Reading quoted/escaped arguments correctly from a string

I'm encountering an issue passing an argument to a command in a Bash script.

poc.sh:

#!/bin/bash

ARGS='"hi there" test'
./swap ${ARGS}

swap:

#!/bin/sh
echo "${2}" "${1}"

The current output is:

there" "hi

Changing only poc.sh (as I believe swap does what I want it to correctly), how do I get poc.sh to pass "hi there" and test as two arguments, with "hi there" having no quotes around it?


Solution 1:

A Few Introductory Words

If at all possible, don't use shell-quoted strings as an input format.

  • It's hard to parse consistently: Different shells have different extensions, and different non-shell implementations implement different subsets (see the deltas between shlex and xargs below).
  • It's hard to programmatically generate. ksh and bash have printf '%q', which will generate a shell-quoted string with contents of an arbitrary variable, but no equivalent exists to this in the POSIX sh standard.
  • It's easy to parse badly. Many folks consuming this format use eval, which has substantial security concerns.
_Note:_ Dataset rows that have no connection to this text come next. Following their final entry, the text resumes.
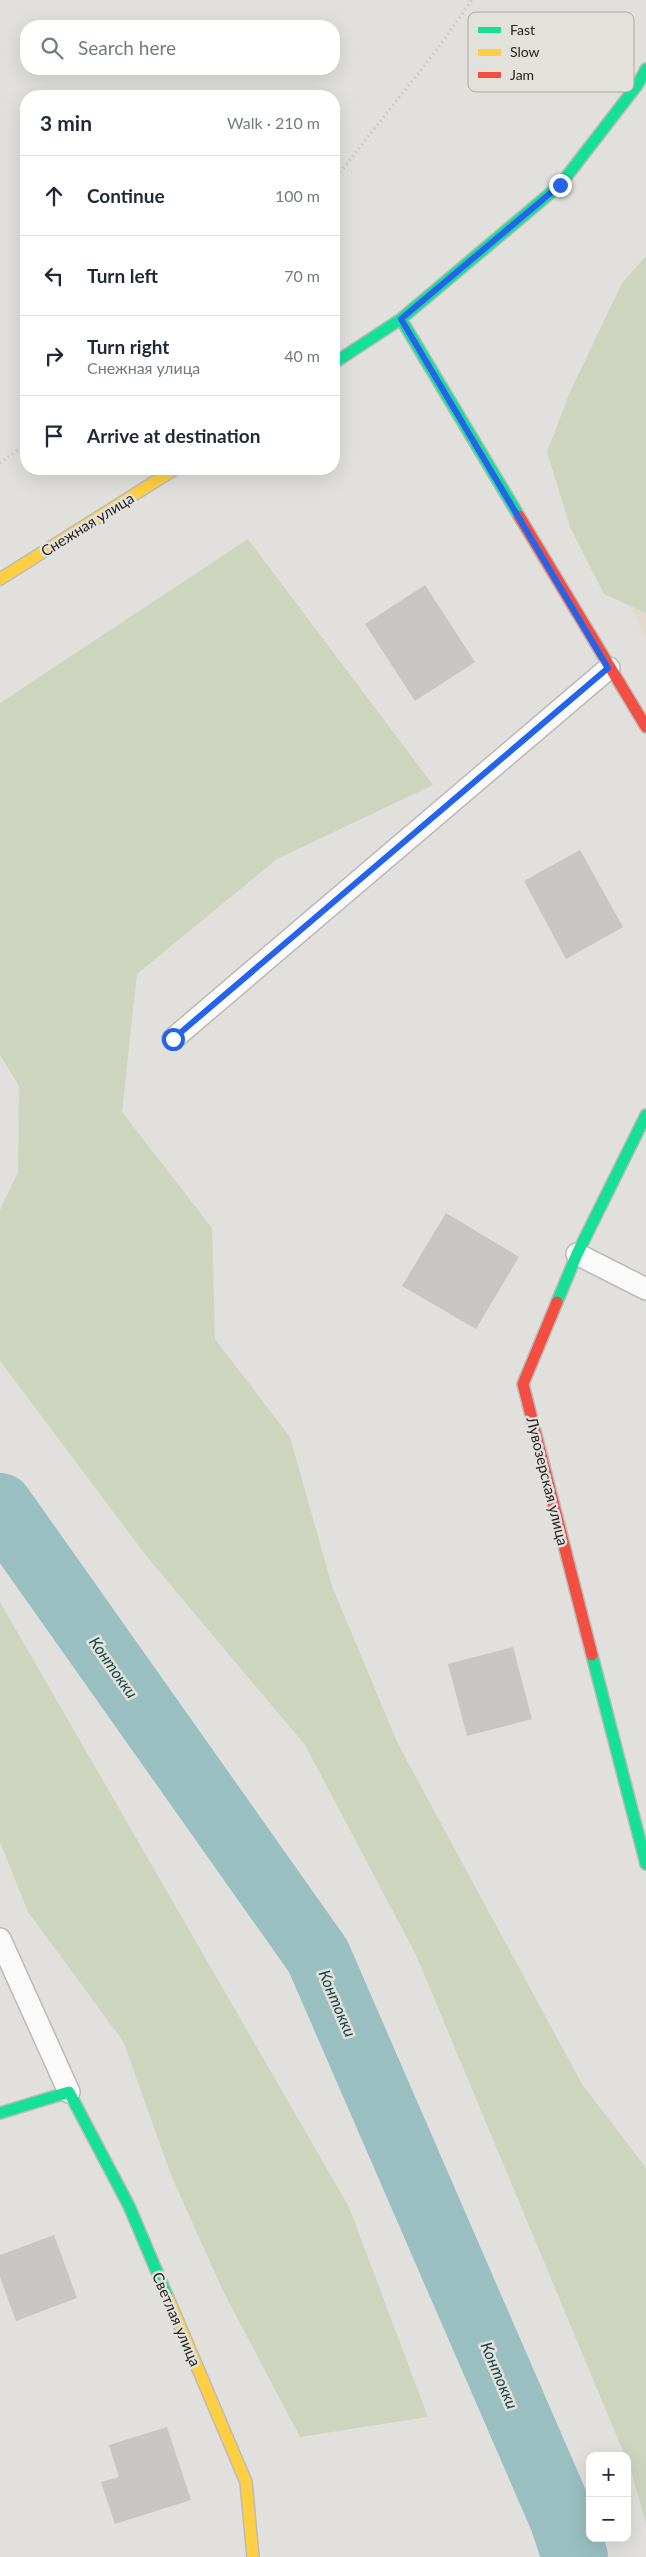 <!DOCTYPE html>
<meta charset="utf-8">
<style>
:root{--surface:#fff;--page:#f2f2f3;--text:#1f2937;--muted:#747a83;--line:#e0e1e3}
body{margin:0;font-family:Lato,sans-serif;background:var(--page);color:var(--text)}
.controls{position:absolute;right:15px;bottom:15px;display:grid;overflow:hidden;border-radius:10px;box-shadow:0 5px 20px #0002}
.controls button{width:45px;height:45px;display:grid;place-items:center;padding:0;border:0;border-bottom:1px solid var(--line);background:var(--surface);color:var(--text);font:25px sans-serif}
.stop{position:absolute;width:15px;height:15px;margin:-11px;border:4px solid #2563eb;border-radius:50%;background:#fff}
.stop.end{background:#2563eb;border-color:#fff;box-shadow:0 1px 5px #0008}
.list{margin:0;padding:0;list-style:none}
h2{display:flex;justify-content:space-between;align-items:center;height:65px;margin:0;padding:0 20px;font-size:21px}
h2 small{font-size:16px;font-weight:400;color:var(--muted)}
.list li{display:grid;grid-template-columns:32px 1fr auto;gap:15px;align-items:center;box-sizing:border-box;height:80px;padding:0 20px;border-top:1px solid var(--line)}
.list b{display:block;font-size:19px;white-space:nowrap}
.list p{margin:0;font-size:16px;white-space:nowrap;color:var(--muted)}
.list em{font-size:16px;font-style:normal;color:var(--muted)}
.icon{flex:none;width:28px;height:28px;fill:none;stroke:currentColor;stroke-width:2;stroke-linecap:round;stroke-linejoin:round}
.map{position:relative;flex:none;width:646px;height:2557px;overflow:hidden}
.search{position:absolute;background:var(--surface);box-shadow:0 5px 20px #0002;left:20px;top:20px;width:320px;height:55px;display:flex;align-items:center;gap:12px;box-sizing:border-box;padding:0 18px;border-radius:20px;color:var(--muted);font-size:19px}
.panel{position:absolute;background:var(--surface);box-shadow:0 5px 20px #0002;left:20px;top:90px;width:320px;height:385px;border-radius:20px}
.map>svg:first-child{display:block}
.industrial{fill:#e2dace}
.green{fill:#ced5bf}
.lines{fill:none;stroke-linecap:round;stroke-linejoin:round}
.river{stroke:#9abfc1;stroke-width:66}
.building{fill:#c7c6c3}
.lane-casing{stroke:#bcbab8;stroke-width:24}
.fast-casing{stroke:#bcbab8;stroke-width:14}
.slow-casing{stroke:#bcbab8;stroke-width:14}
.jam-casing{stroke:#bcbab8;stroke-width:14}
.path{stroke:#bfbfbe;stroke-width:3;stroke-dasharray:1 4;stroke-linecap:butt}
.lane{stroke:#fbfafa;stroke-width:21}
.fast{stroke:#16e098;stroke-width:11}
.slow{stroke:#ffcf43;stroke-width:11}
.jam{stroke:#f24e42;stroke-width:11}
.route{stroke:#2563eb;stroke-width:6}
.labels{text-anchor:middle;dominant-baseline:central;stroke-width:5;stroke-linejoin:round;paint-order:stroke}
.street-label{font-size:15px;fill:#262523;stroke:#e3e1dc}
.water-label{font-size:16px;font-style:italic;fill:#134448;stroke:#e3e1dc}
.key{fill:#e3e1dc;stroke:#aaa9a4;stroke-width:1}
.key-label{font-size:14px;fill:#262523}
</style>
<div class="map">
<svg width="646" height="2557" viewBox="0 0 646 2557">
<rect width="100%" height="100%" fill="#e2e0dd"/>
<path class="industrial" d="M646 591V641L630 605Z"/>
<path class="green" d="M646 256V613L604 594 570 527 547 452 570 392 622 283Z
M248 539 433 785 277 859 137 974 122 1112 212 1228 215 1339 290 1437 332 1586 398 1744 582 2084 646 2168V2525L627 2456H625L416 1955 305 1745 147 1557 0 1361V1210L18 1172 19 1086 0 1055V703Z
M0 1602 349 2207 428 2417 300 2437 223 2291 171 2175 123 2041 28 1912 0 1842Z"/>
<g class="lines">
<path class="river" d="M0 1506 318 1956 562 2518 575 2557"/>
</g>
<path class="building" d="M425 585 475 662 415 701 365 624Z
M580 850 623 927 566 959 524 881Z
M446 1213 519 1257 476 1329 402 1286Z
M513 1647 532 1719 467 1736 448 1664Z
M54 2235 77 2298 16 2321 0 2277V2255Z
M167 2427 191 2500 115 2524 101 2482 119 2477 109 2445Z"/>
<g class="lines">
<defs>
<path id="lane" d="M173 1039 609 668
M577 1254 646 1289
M0 1939 69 2092"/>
<path id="fast" d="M401 319 519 516
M334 363 401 319 560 185 638 84 646 69
M557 1302 577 1254 646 1115
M592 1655 646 1864
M0 2113 69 2092 129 2206 168 2298"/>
<path id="slow" d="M0 579 175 469
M168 2298 246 2482 253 2557"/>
<path id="jam" d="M519 516 646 727
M557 1302 523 1384 592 1655"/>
</defs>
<use href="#lane" class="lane-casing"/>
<use href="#fast" class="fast-casing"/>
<use href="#slow" class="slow-casing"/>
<use href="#jam" class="jam-casing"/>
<path class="path" d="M334 180 435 52 472 0
M0 463 26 444"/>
<use href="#lane" class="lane"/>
<use href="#fast" class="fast"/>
<use href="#slow" class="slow"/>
<use href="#jam" class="jam"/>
</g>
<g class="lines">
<path class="route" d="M173 1039 608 668 401 319 560 185"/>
</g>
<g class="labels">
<g class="street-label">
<text transform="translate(87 524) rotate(-32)">Снежная улица</text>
<text transform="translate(548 1481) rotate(76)">Лувозерская улица</text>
<text transform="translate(177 2319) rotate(67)">Светлая улица</text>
</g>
<g class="water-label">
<text transform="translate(114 1667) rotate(55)">Контокки</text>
<text transform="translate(338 2003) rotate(67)">Контокки</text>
<text transform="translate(500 2375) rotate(67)">Контокки</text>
</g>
</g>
<rect x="468" y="12" width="166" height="80" rx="8" class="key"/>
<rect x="478" y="27" width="23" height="6" fill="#16e098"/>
<rect x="478" y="49" width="23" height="7" fill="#ffcf43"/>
<rect x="478" y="72" width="23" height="6" fill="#f24e42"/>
<g class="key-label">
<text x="510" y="35">Fast</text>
<text x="510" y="57">Slow</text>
<text x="510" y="80">Jam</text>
</g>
</svg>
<div class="controls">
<button>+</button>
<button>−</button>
</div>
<div class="stop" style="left:173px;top:1039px"></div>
<div class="stop end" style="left:560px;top:185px"></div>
<div class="search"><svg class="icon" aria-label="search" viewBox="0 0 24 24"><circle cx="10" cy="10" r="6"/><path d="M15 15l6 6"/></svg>Search here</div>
<section class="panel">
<h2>3 min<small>Walk · 210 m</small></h2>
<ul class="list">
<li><svg class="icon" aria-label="ahead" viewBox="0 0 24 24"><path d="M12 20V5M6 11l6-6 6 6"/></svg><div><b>Continue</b></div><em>100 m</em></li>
<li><svg class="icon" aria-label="left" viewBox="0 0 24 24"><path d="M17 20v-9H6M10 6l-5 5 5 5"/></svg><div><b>Turn left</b></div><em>70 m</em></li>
<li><svg class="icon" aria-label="right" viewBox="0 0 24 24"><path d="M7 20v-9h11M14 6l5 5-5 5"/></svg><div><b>Turn right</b><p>Снежная улица</p></div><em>40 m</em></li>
<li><svg class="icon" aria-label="arrive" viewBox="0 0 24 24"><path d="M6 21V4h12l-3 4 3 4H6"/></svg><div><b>Arrive at destination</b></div></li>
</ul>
</section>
</div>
NUL-delimited streams are a far better practice, as they can accurately represent any possible shell array or argument list with no ambiguity whatsoever.


xargs, with bashisms

If you're getting your argument list from a human-generated input source using shell quoting, you might consider using xargs to parse it. Consider:

array=( )
while IFS= read -r -d ''; do
  array+=( "$REPLY" )
done < <(xargs printf '%s\0' <<<"$ARGS")

swap "${array[@]}"

...will put the parsed content of $ARGS into the array array. If you wanted to read from a file instead, substitute <filename for <<<"$ARGS".


xargs, POSIX-compliant

If you're trying to write code compliant with POSIX sh, this gets trickier. (I'm going to assume file input here for reduced complexity):

# This does not work with entries containing literal newlines; you need bash for that.
run_with_args() {
  while IFS= read -r entry; do
    set -- "$@" "$entry"
  done
  "$@"
}
xargs printf '%s\n' <argfile | run_with_args ./swap

These approaches are safer than running xargs ./swap <argfile inasmuch as it will throw an error if there are more or longer arguments than can be accommodated, rather than running excess arguments as separate commands.


Python shlex -- rather than xargs -- with bashisms

If you need more accurate POSIX sh parsing than xargs implements, consider using the Python shlex module instead:

shlex_split() {
  python -c '
import shlex, sys
for item in shlex.split(sys.stdin.read()):
    sys.stdout.write(item + "\0")
'
}
while IFS= read -r -d ''; do
  array+=( "$REPLY" )
done < <(shlex_split <<<"$ARGS")

Solution 2:

Embedded quotes do not protect whitespace; they are treated literally. Use an array in bash:

args=( "hi there" test)
./swap "${args[@]}"

In POSIX shell, you are stuck using eval (which is why most shells support arrays).

args='"hi there" test'
eval "./swap $args"

As usual, be very sure you know the contents of $args and understand how the resulting string will be parsed before using eval.